September 24, 2020 : A New Study Proposed By Samuel W. Bell Suggests A New Chronology Based On Planetocentric Impactors For Titan And The Other Moons Of Saturn
A new research work proposed by Samuel W. Bell, published in the Journal of Geophysical Research Planets and entitled « Relative Crater Scaling Between the Major Moons of Saturn: Implications for Planetocentric Cratering and the Surface Age of Titan », suggests a new chronology for Titan and the other moons of the Gas Giant Saturn. Titan is the only moon of Saturn containing a significant atmosphere and that atmosphere engenders relatively strong erosional processes. Therefore, the age of Titan is hard to determine since researchers can't base their analyses on the concentration of impact craters on Saturn's largest moon because Titanian craters tend to disappear over time due to erosional processes. However, the study of craters on the other major moons of the Ringed Planet can allow us to infer the potential age of the Opaque Moon. The difficulty is to determine the fraction of impactors which represent planetocentric impactors and the fraction of impactors which represent heliocentric impactors. The moons of Saturn may turn out to be much younger than previously believed if most of the impact craters are related to planetocentric impactors.

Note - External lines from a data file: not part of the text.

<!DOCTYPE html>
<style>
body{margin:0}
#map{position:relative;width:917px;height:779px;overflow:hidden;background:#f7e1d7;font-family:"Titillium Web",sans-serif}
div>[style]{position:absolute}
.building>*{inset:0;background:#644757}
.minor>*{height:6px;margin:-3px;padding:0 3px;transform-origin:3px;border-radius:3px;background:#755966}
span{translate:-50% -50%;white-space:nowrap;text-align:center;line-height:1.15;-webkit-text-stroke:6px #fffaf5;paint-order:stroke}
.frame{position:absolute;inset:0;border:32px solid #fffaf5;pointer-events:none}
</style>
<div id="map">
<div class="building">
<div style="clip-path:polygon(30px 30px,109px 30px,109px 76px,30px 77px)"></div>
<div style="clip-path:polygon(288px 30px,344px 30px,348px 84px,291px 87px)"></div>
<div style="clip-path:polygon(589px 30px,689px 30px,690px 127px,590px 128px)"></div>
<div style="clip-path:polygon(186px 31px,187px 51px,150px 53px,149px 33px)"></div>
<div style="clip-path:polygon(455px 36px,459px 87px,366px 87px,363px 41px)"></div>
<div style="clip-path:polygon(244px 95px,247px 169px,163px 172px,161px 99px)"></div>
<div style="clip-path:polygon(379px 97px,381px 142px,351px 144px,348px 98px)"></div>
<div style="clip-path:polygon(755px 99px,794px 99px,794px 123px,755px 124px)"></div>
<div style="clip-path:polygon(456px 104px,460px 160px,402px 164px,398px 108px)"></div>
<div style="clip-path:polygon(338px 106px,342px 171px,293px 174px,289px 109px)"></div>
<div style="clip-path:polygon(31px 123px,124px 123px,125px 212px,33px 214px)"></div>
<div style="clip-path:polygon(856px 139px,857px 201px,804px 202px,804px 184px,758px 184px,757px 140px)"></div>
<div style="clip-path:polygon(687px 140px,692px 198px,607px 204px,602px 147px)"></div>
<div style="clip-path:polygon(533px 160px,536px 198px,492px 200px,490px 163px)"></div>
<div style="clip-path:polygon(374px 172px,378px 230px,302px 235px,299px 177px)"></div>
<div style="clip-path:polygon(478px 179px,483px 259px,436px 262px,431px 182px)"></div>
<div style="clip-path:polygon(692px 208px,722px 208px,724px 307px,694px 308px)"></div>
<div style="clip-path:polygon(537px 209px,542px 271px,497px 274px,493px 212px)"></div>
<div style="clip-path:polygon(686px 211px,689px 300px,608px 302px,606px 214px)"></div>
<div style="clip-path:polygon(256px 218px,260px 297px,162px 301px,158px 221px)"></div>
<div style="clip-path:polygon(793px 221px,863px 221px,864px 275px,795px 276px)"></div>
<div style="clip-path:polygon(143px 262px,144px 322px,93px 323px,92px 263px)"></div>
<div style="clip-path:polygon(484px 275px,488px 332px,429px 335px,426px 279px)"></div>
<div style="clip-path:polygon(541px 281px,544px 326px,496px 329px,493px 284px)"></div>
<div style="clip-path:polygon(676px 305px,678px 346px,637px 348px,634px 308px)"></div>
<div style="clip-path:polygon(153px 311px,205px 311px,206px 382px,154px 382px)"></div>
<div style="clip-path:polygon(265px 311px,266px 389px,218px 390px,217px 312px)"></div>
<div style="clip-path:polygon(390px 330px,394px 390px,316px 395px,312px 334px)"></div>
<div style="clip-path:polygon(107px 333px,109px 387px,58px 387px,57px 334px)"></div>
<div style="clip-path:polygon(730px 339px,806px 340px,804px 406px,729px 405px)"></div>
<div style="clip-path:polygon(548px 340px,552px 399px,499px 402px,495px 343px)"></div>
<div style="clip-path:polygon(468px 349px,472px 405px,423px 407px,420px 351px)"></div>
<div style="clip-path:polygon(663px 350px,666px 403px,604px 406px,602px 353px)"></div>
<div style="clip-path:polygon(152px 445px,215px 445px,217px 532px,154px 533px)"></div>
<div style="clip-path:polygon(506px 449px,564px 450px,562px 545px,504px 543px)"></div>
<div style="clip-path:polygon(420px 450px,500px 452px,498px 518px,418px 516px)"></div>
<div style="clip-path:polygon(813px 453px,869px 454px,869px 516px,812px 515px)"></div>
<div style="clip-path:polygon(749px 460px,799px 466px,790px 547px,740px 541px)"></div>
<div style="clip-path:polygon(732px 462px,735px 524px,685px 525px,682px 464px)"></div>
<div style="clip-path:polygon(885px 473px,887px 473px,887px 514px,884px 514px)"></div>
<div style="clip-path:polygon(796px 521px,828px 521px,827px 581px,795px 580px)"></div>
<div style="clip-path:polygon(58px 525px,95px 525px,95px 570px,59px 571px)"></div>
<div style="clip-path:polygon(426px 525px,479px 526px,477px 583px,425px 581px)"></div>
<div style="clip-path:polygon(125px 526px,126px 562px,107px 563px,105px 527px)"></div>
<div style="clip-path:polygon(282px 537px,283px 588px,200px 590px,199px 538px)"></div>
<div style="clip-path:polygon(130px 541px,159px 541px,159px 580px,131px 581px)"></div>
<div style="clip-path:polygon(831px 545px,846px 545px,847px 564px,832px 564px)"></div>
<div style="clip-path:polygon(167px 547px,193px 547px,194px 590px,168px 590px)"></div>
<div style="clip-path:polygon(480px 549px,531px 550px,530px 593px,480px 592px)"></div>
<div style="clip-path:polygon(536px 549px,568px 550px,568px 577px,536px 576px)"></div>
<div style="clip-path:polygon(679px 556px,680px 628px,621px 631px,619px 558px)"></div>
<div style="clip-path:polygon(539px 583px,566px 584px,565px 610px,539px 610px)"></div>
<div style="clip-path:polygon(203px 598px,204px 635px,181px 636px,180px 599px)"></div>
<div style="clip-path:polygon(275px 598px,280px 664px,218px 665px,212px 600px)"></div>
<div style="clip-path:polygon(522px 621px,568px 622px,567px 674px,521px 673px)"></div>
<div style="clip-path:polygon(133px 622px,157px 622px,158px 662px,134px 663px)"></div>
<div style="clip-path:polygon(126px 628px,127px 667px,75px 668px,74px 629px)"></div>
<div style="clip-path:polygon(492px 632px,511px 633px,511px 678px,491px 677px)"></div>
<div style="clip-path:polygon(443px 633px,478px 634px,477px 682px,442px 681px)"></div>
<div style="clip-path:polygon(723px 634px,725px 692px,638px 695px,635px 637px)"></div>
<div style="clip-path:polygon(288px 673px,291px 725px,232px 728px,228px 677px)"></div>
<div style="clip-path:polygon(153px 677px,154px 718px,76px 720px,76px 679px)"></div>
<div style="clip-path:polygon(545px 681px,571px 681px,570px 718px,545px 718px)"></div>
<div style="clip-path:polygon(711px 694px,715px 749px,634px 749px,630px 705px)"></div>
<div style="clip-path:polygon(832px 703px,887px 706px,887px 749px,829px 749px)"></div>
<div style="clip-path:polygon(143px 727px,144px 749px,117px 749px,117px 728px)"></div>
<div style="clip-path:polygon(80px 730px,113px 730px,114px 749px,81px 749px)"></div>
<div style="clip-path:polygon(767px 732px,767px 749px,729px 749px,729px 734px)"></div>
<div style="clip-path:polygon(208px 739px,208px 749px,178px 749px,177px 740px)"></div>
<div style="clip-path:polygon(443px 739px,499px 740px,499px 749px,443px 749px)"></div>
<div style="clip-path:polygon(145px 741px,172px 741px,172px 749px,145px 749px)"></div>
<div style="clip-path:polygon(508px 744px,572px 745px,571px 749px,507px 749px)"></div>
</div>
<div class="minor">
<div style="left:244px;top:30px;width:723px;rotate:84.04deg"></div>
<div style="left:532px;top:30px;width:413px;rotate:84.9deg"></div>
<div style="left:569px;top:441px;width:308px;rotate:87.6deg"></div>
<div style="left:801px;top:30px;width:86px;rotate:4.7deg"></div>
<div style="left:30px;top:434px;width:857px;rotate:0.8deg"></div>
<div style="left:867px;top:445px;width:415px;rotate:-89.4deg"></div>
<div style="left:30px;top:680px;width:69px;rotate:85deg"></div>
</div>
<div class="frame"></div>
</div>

Samuel W. Bell who is an Associate Research Scientist at the Planetary Science Institute and who was working at Brown University's Center for Computation and Visualization and the Planetary Science Institute at the time of his study upon the chronology of Saturn moons pointed out : « Most studies dating surfaces on the Moon or Mars rely on counting how many impact craters have formed and knowing the cratering rate, but on the moons of Saturn, we do not know the cratering rate. » Previous assessments upon the chronology or the age of the Saturn moons have been based on the assumption that most impacts or craters come from heliocentric impactors or objects orbiting our star. The author added : « If the impacts came solely from Sun-orbiting objects, the relative cratering rate would be much, much higher the closer the moons are to Saturn. However, the crater densities of the oldest surfaces of Mimas, Tethys, Dione, Rhea, and Iapetus are all relatively similar. » A giant world like Saturn is likely to act as a vacuum cleaner for any asteroid or comet entering the area of the Gas Giant due to its relatively high gravity. That's why one can assume that the nearest moons to Saturn may be more heavily cratered than the other moons of the Ringed Planet if most impacts are related to heliocentric impactors rather than planetocentric impactors.

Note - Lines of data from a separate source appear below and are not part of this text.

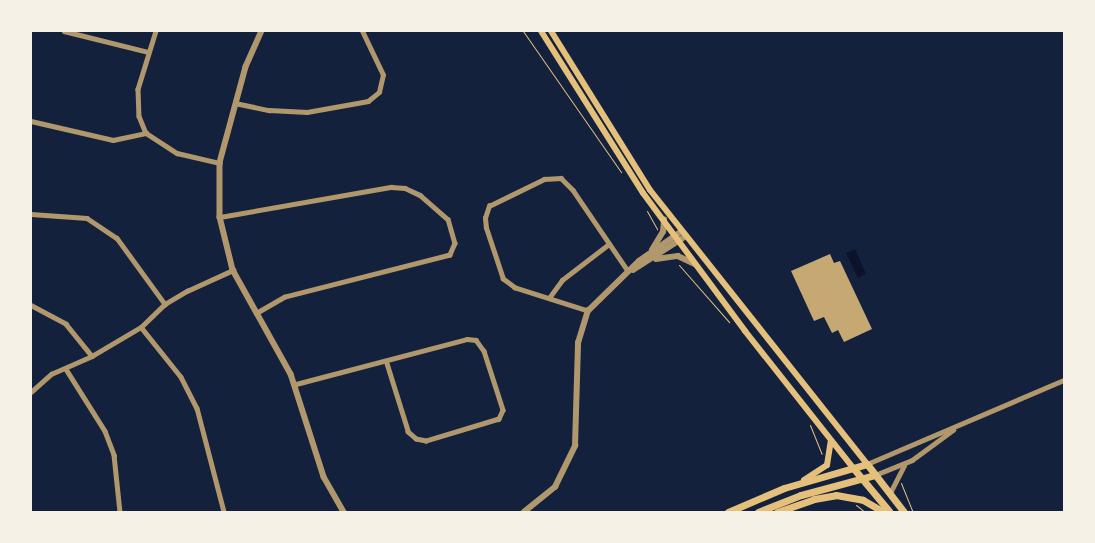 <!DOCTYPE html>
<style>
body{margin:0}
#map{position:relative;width:1095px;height:543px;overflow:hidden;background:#14213d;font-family:Overpass,sans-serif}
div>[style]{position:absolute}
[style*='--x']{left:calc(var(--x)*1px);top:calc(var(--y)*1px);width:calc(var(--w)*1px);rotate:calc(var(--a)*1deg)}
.water>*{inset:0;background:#0b132b}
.building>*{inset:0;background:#c6a872}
.path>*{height:1px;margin:-0.5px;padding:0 0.5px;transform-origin:0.5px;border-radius:0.5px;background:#e5c07b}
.minor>*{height:4.5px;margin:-2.25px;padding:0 2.25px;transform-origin:2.25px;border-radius:2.25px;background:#b1986c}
.tertiary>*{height:5.5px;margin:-2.75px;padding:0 2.75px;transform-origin:2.75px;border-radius:2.75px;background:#b1986c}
.secondary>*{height:6px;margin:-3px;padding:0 3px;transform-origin:3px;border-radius:3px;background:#e5c07b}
.primary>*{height:7px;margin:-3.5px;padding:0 3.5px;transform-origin:3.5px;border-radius:3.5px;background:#e5c07b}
span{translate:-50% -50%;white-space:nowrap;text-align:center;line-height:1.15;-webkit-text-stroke:4px #f6f1e7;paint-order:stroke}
.frame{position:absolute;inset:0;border:32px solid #f6f1e7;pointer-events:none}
</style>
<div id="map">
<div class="water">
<div style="clip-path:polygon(855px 249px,866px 274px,858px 278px,846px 253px)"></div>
</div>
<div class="building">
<div style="clip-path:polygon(830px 254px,834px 263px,840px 261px,872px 329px,844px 342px,838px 330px,832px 333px,824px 317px,814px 321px,791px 271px)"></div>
</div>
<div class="path">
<div style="--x:523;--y:31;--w:172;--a:55.2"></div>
<div style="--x:647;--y:211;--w:21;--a:61"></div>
<div style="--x:679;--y:265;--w:76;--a:48.7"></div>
<div style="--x:810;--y:425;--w:31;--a:68"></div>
<div style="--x:901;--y:483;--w:31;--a:68"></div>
<div style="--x:856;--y:505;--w:11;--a:38"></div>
</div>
<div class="minor">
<div style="--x:64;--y:31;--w:87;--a:14"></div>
<div style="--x:156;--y:31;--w:61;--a:107.2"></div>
<div style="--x:138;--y:89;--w:27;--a:88"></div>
<div style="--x:139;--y:116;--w:18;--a:68"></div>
<div style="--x:146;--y:133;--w:37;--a:33"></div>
<div style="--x:177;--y:153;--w:44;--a:13.1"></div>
<div style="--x:235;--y:103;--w:35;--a:12"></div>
<div style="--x:269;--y:110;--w:38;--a:3"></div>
<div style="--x:307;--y:112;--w:62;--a:-10.2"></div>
<div style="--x:368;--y:101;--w:14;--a:-39"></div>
<div style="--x:379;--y:92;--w:17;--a:-77"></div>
<div style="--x:383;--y:75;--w:49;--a:-115.5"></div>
<div style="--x:31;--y:121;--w:84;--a:13"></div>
<div style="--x:113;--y:140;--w:34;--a:-12"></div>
<div style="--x:31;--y:214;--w:56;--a:4.1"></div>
<div style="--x:87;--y:218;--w:36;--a:34"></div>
<div style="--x:117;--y:238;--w:82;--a:54"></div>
<div style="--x:220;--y:217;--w:174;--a:-10"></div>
<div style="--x:391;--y:187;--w:14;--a:4"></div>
<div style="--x:405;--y:188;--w:17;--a:25"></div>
<div style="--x:420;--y:195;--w:37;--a:41"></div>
<div style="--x:448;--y:219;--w:25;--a:74"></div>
<div style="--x:455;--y:243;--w:13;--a:113"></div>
<div style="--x:450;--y:255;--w:170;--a:165.7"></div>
<div style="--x:285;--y:297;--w:32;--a:150"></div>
<div style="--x:549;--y:298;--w:22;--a:-54"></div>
<div style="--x:562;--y:280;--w:59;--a:-37.5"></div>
<div style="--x:31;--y:305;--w:40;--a:28"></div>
<div style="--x:66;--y:324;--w:41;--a:50.9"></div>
<div style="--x:588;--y:311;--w:77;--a:-162.5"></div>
<div style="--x:515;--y:288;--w:15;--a:-143"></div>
<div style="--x:503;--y:279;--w:54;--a:-108.4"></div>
<div style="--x:486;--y:228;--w:10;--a:-96"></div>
<div style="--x:485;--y:218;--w:13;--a:-72"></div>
<div style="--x:489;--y:206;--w:61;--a:-26.1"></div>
<div style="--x:544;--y:179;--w:17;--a:-3"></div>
<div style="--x:561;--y:178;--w:17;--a:45"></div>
<div style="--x:573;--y:190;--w:98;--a:55.8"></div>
<div style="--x:141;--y:327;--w:64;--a:51.3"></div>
<div style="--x:181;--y:377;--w:35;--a:63"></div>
<div style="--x:197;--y:408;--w:107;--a:75.4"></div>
<div style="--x:66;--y:369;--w:73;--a:57.8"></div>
<div style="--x:105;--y:431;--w:26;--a:69"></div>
<div style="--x:114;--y:455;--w:57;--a:84"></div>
<div style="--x:296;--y:384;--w:177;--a:-14.7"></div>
<div style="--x:467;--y:339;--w:9;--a:6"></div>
<div style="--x:476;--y:340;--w:14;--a:54"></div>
<div style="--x:484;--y:351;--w:62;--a:72.1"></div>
<div style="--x:503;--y:410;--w:10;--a:114"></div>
<div style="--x:499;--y:419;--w:76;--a:163.2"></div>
<div style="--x:426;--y:441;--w:10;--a:-169"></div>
<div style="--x:416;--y:439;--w:11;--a:-139"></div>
<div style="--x:408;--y:432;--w:73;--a:-107.4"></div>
<div style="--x:31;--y:392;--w:27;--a:-42"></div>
<div style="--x:51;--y:374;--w:45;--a:-23.7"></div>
<div style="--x:92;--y:356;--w:57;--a:-30.6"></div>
<div style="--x:141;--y:327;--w:33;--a:-44"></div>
<div style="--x:165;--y:304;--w:26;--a:-31"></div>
<div style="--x:187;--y:291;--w:51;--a:-24.5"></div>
<div style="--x:867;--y:464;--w:214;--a:-23.1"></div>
<div style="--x:875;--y:475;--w:40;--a:-22"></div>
<div style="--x:912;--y:460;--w:51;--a:-36.2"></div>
<div style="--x:890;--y:493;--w:31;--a:-63"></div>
</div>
<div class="tertiary">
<div style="--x:262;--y:31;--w:39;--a:114"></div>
<div style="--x:246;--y:67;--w:99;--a:105.2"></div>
<div style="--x:220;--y:163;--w:54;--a:90"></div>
<div style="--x:220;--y:217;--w:55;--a:76.2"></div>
<div style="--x:233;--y:270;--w:119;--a:60.9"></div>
<div style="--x:291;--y:374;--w:108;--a:72.2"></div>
<div style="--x:324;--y:477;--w:40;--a:60.3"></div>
<div style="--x:652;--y:250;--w:21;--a:-59"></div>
<div style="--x:663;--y:232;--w:12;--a:-85"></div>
<div style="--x:656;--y:259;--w:22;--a:-8"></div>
<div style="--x:678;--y:256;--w:19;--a:25"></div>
<div style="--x:633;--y:270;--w:63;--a:-32.7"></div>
<div style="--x:524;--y:512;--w:40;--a:-39"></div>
<div style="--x:555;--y:487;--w:46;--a:-64"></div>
<div style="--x:575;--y:446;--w:103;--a:-88.3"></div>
<div style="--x:578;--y:343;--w:34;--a:-73"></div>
<div style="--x:588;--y:311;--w:71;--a:-44.4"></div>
<div style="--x:639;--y:261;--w:52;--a:-34.9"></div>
</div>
<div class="secondary">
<div style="--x:541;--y:31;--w:191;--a:57.8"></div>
<div style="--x:643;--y:193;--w:172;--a:53.5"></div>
<div style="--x:745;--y:331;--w:176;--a:51.7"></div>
<div style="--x:551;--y:31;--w:187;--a:58.1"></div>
<div style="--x:650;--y:190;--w:350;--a:51.6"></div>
<div style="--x:804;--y:480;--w:27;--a:-33"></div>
<div style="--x:827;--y:465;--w:24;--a:-81"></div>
</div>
<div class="primary">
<div style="--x:854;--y:469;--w:55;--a:50.2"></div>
<div style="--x:728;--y:512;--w:61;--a:-23.2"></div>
<div style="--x:784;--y:488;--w:86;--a:-16.1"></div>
<div style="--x:867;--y:464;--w:61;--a:52.4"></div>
<div style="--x:758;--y:512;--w:46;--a:-21.6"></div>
<div style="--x:801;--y:495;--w:77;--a:-15.1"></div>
<div style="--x:777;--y:512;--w:39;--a:-19"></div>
<div style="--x:814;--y:499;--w:22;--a:-10"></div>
<div style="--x:836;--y:495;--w:27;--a:10"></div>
<div style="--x:863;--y:500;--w:24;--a:30"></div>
</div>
<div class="frame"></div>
</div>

Samuel W. Bell considers that the relatively similar crater density observed on the major icy moons of Saturn is probably closely linked to planetocentric impactors, asteroids, comets, moonlets or tiny moons. The crater density of the nearest moons to Saturn would logically appear much higher than that of the farthest moons to Saturn if we are in a configuration in which the craters are mostly related to heliocentric impactors. Most moons of Saturn unveil a roughly similar concentration of craters. If Titan is not a captured planetary body or Dwarf Planet, its age may be relatively similar to that of the other moons because the moon may have formed in one of the circumplanetary disks of the Ringed Planet. Several moons in the area of the rings have been identified from the Cassini orbiter during its long mission in the Saturn System. Therefore, numerous moonlets or small objects may evolve today around Saturn. From time to time, their orbit or trajectory can change and they can become impactors for the major moons of Saturn. A moon like Mimas whose orbit is very close to the Gas Giant Saturn is heavily cratered. A moon like Enceladus which evolves farther from Saturn appears younger because there are very active geysers in the fractures of its south polar region.
We regularly discover new objects in the Solar System, from asteroids to comets or even Dwarf Planets. Several moons present in the Solar System may represent captured objects, planetary bodies or Dwarf Planets. The inventory of the various objects orbiting Saturn or orbiting the Sun is probably far from being complete. To a certain extent, the system of Saturn appears to be a miniature Solar System because it contains many moons or moonlets which evolve, roughly, on the same plane like the eight known planets of the Solar System. Thanks to major advances in the field of technology, a more precise idea upon the structure of the Solar System takes shape and our level of understanding upon the dynamics or the evolution of the Solar System improves. Many moonlets which have not been identified around Saturn are likely to produce the craters observed on worlds like Tethys, Dione or Rhea. Titan appears to be the « center of gravity » of the moons orbiting Saturn so that the asteroids, the comets or the moonlets entering the atmosphere of the giant moon are probably much more numerous than those crashing into the other moons of Saturn.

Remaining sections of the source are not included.